Does Schiller honestly not realize that by claiming today's economy crisis is the worst since the Great Depression, that Obama was not claiming today's economy is just as bad as the Great Depression. Or was Schiller aggressively playing dumb. Again?
We've got a hunch.


















The WSJ opinions page is a joke. It has gotten worse since Murdoch has rode into town.
But what a thought that came to my mind while reading this hit piece was not so much about improperly framing Obama's arguments as it was that the author misses the larger picture.
That is, with today's globally connected economy, the major drop in GDP in countries such as Japan and the UK DOES make this crisis as bad, if not potentially worse, than the Great Depression.
As historians and economics tell us all and the Obama administration that complacency can result in travesty, we have partisans playing political games with our future over this mess. For this, the WSJ, Drudge, Fox News, et. al. should be ashamed.
"The WSJ opinions page is a joke. It has gotten worse since Murdoch has rode into town."
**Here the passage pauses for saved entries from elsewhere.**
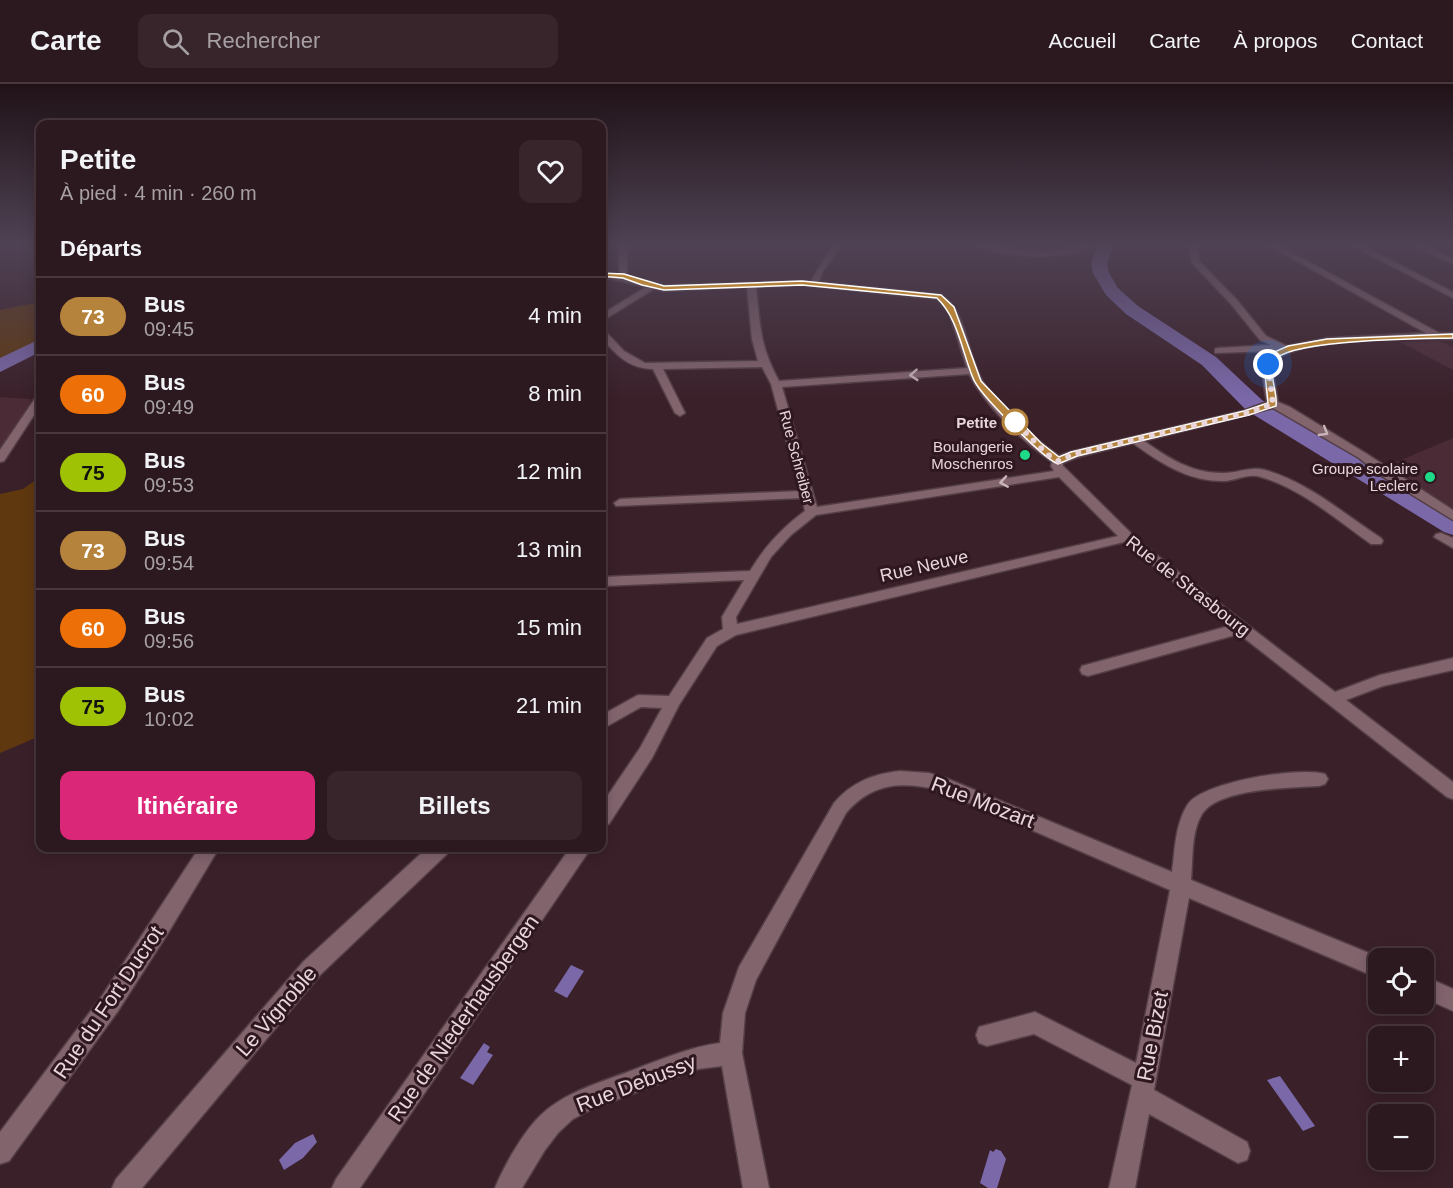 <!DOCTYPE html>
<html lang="fr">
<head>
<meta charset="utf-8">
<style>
	:root { --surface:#2c181f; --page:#38252c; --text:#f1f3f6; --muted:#a6a0a4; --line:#48373d; --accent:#db2777 }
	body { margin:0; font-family:Helvetica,sans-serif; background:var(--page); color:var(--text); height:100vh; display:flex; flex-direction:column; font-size:22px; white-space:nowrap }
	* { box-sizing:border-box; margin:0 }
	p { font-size:20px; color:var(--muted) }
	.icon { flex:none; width:33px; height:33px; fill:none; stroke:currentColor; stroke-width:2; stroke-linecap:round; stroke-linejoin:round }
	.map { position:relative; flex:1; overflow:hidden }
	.sheet { position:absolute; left:36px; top:36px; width:570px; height:732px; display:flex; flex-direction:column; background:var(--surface); border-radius:12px; box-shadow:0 3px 15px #0003,0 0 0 2px var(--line) }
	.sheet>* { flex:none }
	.badge { padding:0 12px; border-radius:20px; font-size:21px; line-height:39px }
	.controls { position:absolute; left:1368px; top:864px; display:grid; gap:12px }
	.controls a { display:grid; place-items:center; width:66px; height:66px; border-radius:12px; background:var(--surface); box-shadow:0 3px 15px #0003,0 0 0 2px var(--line); font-size:30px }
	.you { position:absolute; width:30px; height:30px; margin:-15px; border:4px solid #fff; border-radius:50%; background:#1a73e8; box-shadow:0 0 0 9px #1a73e833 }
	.map>.badge { position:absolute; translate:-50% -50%; box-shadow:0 0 0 3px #fff }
	h2 { padding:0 24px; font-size:22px; line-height:54px }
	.round { display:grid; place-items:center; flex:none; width:63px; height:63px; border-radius:12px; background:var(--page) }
	.head { display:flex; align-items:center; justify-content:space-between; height:102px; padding:0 24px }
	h1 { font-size:28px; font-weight:800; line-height:45px }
	.cta { display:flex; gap:12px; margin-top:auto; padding:12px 24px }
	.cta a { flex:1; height:69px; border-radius:12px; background:var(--accent); color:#fff; font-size:24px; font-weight:800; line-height:69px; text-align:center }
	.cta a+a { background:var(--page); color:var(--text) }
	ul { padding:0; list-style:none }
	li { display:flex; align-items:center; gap:18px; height:78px; padding:0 24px; border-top:2px solid var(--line) }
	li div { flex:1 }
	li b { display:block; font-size:22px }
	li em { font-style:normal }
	li .badge { min-width:66px; font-weight:700; text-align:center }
	header { display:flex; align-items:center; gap:36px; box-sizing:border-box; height:84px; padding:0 30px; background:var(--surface); border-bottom:2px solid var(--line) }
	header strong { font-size:28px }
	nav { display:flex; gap:33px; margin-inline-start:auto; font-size:21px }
	.search { width:420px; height:54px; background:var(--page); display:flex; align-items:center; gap:15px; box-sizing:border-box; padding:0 21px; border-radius:12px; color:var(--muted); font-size:22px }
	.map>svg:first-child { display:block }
</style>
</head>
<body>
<header>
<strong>Carte</strong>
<div class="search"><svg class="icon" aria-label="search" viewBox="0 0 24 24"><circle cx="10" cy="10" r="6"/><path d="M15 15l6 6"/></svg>Rechercher</div>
<nav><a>Accueil</a><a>Carte</a><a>À propos</a><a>Contact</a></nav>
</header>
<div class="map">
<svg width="1453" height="1104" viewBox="0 0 1453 1104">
	<rect width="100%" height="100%" fill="#3a2029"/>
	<g fill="#4b2b36">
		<polygon points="1439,257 1453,263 1453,286 1400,258"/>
		<polygon points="0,313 31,315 27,341 0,372"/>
		<polygon points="1453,354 1453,424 1452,424 1421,405 1392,380"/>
	</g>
	<g fill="#5f380f">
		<polygon points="40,218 40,261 0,283 0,226"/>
		<polygon points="40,393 40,652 0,669 0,410 23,405"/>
	</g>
	<g fill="#7a68a9">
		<polygon points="571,881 584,887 567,914 554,907"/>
		<polygon points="484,959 490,963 487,968 493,971 473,1001 460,994"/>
		<polygon points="1280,992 1315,1042 1303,1047 1267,996"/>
		<polygon points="313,1050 317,1058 303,1074 284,1086 279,1076 295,1059"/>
		<polygon points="996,1065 1001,1067 1006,1075 997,1104 988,1104 980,1099 990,1066 993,1068"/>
	</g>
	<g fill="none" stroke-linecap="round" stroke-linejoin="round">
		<g fill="#7a68a9" fill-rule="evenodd">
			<polygon points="1097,161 1113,161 1107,180 1109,189 1118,204 1138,222 1216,273 1262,316 1453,432 1453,451 1444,448 1246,326 1202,281 1126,230 1106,211 1093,189 1091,180"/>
			<polygon points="40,255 40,268 0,288 0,274"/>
		</g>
		<defs>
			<g id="minor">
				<path d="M619,161H627V192L664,201L811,197L833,161H841L822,189L819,198L942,211C969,232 966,270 983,298C1001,326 1032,353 1059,372L1070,368L1243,327L1267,318C1264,300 1257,279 1275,267L1215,269V265L1218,264L1271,261L1260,256L1231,220L1192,179L1189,161H1197L1199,177L1237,216L1266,252L1287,262L1328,254L1426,249L1268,161H1278L1439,249H1453V255C1407,254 1313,251 1275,276L1273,290L1278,318L1290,323L1367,370L1453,426V436L1380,391L1359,374L1273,324L1144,357C1168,374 1193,390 1224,389C1238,389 1251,382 1265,386C1308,398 1344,430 1381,454L1383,457L1381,460H1371C1337,436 1302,405 1261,393C1249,389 1237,396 1225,397C1189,398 1160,379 1133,359L1078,373L1063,379V382L1142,460L1335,608L1380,591L1453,574V586L1383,602L1346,616L1453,698V715L1447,713L1239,550L1088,592L1082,590L1080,586L1082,582L1229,542L1124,458L736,551L717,562L679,621L652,674L609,740L602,742V720L640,664L662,624L641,623L602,645V631L638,611L669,612L707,554L723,545L722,533L744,496L602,502V493L750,487C765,462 782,444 805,427L802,414L616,422L614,419L620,415L800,407L771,300L762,283L663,285L685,329L680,332L675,329L653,285C630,285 616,271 602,254V246L605,247L624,267L645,279L758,277L752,255L747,203L664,207L654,205L602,237V230L646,203L602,193V189L619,191ZM802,201L937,215L949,228L967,284L779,297C760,263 760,241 756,203ZM969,290C987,324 1021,356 1052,378L1051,382L1054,387L817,423L782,303ZM1059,393L1118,452L737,540L736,533L771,473L791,451L816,431Z"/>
				<path d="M975,161L1050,168L1092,161C1069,178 999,174 975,161Z"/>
				<polygon points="1351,161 1361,161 1453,208 1453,214"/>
				<polygon points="1412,161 1423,161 1453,175 1453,180"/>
				<polygon points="40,312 40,322 4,377 0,378 0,366 36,313"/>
				<polygon points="1441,449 1453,454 1453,464 1434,453 1436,450"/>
				<path d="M900,687L929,689L948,695L1172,788C1175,766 1175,740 1188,720C1203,698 1301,682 1325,690L1328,695L1325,700L1319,702C1291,704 1215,704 1201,732C1191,750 1193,776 1191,796L1381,874H1378V894L1189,814L1154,1006L1247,1058L1250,1067L1247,1076L1238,1079L1149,1030L1135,1104H1109L1132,1001L1034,950L987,962L979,959L976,951L979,943L1035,928L1136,979L1170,806L939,706C901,697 872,699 846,729L756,896L745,929L742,969L769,1104H743L722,982L698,985L592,1025L573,1035L558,1049L545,1066L522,1104H495C504,1082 524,1046 542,1030C567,1007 602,998 633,986C662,975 690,963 720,959L723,929L739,883L834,719C852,698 873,690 900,687Z"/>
				<polygon points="199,764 219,764 168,849 118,927 9,1077 0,1080 0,1048 102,912"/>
				<polygon points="427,764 450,764 447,770 320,891 142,1104 112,1104 116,1095 304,877"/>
				<polygon points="570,764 591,764 360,1104 332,1104 336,1095"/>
				<polygon points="1424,892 1453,905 1453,927 1424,914"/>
			</g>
		</defs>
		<use href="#minor" stroke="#543e46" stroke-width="3"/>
		<use href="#minor" fill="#82646d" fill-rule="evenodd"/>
	</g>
	<defs><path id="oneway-chevron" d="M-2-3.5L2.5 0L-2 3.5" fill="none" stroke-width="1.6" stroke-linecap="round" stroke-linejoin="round" transform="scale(1.5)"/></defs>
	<g stroke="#c9b4ba">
		<use href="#oneway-chevron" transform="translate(914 291) rotate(176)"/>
		<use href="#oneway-chevron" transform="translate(1324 348) rotate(31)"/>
		<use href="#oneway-chevron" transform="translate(1004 398) rotate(171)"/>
	</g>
	<linearGradient id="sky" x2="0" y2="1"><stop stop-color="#201217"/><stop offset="0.51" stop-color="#4f4254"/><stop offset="1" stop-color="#4f4254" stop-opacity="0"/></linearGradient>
	<rect width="1453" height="316" fill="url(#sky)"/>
	<path fill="#b5833c" stroke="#fff" stroke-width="1.5" d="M599,189L624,190L664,202L802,197L941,211L954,223L981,297L1041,359L1059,373L1071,368L1244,327L1268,319L1264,280L1272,269L1288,262L1327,255L1453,250V254C1423,255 1287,255 1274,277C1268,289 1278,309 1276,322L1249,331L1077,372L1058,380C1043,374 978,309 973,294C962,268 958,234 937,214L802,201L664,206L642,201L623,194L599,192Z"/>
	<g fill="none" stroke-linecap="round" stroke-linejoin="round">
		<polyline stroke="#e8d6db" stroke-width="6" stroke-dasharray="0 10.8" points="1015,338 1009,332 1048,371 1058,377 1074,370 1246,329 1273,320 1268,280"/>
	</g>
	<circle fill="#fff" stroke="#b5833c" stroke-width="3" cx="1015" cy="338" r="12"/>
	<g fill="#1dd988" stroke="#2f171f" stroke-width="2">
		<circle cx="1025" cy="371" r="6"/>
		<circle cx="1430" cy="393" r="6"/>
	</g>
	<g text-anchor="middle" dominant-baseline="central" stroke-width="6" stroke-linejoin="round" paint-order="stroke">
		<g font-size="15" font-weight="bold" fill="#e8d6db" stroke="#2f171f" text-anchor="end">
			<text x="997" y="338">Petite</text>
		</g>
		<g font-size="15" fill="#e8d6db" stroke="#2f171f" text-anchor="end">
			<text x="1013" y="362">Boulangerie<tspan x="1013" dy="17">Moschenros</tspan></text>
			<text x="1418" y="384">Groupe scolaire<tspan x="1418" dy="17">Leclerc</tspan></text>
		</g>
		<g font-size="15" fill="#e8d6db" stroke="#2f171f">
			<text transform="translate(797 373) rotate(75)">Rue Schreiber</text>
		</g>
		<g font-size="18" fill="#e8d6db" stroke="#2f171f">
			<text transform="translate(924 482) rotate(-13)">Rue Neuve</text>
			<text transform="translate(1188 502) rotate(38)">Rue de Strasbourg</text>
		</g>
		<g font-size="21" fill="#e8d6db" stroke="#2f171f">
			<text transform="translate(983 718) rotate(21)">Rue Mozart</text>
			<text transform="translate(108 918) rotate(-56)">Rue du Fort Ducrot</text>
			<text transform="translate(276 927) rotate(-49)">Le Vignoble</text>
			<text transform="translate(463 934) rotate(-55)">Rue de Niederhausbergen</text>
			<text transform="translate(1152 952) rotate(-79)">Rue Bizet</text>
			<text transform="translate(636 999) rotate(-21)">Rue Debussy</text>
		</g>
	</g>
</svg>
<div class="controls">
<a><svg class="icon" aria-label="locate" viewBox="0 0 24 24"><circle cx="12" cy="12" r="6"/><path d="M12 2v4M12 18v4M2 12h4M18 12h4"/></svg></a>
<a>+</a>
<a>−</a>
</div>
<div class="you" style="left:1268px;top:280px"></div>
<section class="sheet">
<div class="head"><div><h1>Petite</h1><p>À pied · 4 min · 260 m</p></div><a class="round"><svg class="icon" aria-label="heart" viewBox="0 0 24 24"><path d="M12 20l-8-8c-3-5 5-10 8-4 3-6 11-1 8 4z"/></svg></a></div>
<h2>Départs</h2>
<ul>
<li><span class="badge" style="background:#b5833c;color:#fff">73</span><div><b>Bus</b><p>09:45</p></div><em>4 min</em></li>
<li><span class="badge" style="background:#ec7007;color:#fff">60</span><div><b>Bus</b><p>09:49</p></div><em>8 min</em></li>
<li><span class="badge" style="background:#9fc204;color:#111">75</span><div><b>Bus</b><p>09:53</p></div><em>12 min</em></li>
<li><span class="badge" style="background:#b5833c;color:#fff">73</span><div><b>Bus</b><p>09:54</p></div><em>13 min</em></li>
<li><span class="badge" style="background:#ec7007;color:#fff">60</span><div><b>Bus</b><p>09:56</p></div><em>15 min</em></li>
<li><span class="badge" style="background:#9fc204;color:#111">75</span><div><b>Bus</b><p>10:02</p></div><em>21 min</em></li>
</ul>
<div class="cta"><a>Itinéraire</a><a>Billets</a></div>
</section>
</div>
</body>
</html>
I was going to say that as well....
I often wonder... do those that read or watch all this obvious rightwing corporate propaganda... you know... this ideology that rails loudly with scary amounts of venom at times against foreigners and illegals that they are doing so by a paper and a cable channel owned.....
By a foreigner! The company NewsCorp is also not an American grounded company... near as I can tell anyways.
Not that there is anything wrong with Australians (I've met a few and they were damn nice people)... hell... I'd consider giving up a pinkie finger to go there... but I find it kind of funny that they (the average Joe conservative) are taking many of their marching orders and deep seeded hatred toward parts of their own country by someone who is not even an American...
That would be damn funny if the anger and hatred were not so real in some of these people.
"LeBron James is the best all-around basketball player since Michael Jordan".
Prof Schiller: "I can't believe he said LeBron James is as good as Michael Jordan was!"
Everybody sees through this.
Bradley Schiller, an econ prof at the University of Nevada, Reno
bschill@american.edu
He doesn't take criticism very well. Tsk!
Sociopathic liar Bill Kristol will be at home at WaPo. I do not believe the rest of the NYT columnists combined had to write as many retractions and apologies as Bloody Bill while he was there. At the Post he will hardly make a ripple.
The Post seems hell bent on passing the Washington Times in a race for fringe-element irrelevance.